Who decides how driverless vehicles keep occupants safe?

Silicon Valley is abuzz with news of driverless cars. Google Inc. has put its technological know-how to use in figuring out how to make driverless cars safe for occupants and others on the road. And, of course, the company is looking at ways to persuade all of us that going driverless is actually safer than having a human behind the wheel. Eliminate human error from California’s roads, the message seems to be, and lives will be saved.

Human error plays a significant role in most car accidents. A driver dozes off, a driver glances at a text or a driver goes through a “pink” light to get somewhere a few seconds faster. More than 32,000 people die in motor vehicles accidents every year in this country, and experts say that at least 90 percent of those deaths are linked to distracted driving, drunk driving and other poor choices made by drivers.

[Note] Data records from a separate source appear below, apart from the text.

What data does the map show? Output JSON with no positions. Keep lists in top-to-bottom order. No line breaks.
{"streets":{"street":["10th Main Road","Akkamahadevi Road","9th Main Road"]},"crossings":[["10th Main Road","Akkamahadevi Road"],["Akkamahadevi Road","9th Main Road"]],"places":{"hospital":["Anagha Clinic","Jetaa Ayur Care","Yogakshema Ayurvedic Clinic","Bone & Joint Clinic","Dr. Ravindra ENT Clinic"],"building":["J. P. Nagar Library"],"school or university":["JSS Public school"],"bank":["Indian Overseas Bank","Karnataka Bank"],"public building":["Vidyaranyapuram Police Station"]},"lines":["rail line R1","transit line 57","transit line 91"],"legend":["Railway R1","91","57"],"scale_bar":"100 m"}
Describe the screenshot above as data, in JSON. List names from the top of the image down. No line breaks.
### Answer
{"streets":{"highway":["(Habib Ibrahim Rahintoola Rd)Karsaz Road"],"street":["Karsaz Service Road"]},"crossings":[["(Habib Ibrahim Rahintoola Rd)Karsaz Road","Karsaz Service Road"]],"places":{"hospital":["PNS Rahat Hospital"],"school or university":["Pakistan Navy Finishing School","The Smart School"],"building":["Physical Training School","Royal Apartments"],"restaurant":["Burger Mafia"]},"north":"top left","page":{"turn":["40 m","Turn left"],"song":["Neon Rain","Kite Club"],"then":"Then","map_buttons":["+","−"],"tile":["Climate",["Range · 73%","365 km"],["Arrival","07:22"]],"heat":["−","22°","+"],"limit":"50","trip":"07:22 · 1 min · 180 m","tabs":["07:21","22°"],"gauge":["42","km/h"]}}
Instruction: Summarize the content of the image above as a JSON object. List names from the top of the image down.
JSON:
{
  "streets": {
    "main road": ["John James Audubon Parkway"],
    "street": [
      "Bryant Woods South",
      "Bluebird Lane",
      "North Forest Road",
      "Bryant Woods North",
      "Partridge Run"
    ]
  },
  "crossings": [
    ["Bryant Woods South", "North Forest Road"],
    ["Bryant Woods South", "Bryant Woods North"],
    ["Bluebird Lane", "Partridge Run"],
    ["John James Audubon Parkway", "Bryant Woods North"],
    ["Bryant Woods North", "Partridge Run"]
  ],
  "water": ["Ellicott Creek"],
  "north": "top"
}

Google, then, has a point in emphasizing its vehicle’s safety. What we cannot forget, however, is that Google is not a thing. Google is a group of people, some of whom are programming the software that makes those vehicles safer. Human error cannot be taken out of the equation entirely, according to a professor at California Polytechnic State University. We can slide it up or down the production process for vehicles and everything else we do, we can keep it as remote as possible from the finished product, but we cannot excise it completely.

The professor uses an interesting example in his argument. Suppose, he says, a driverless sedan is faced with one of those rare occasions when a collision is unavoidable. The car can hit a delivery truck or a lighter economy car with a poor safety rating.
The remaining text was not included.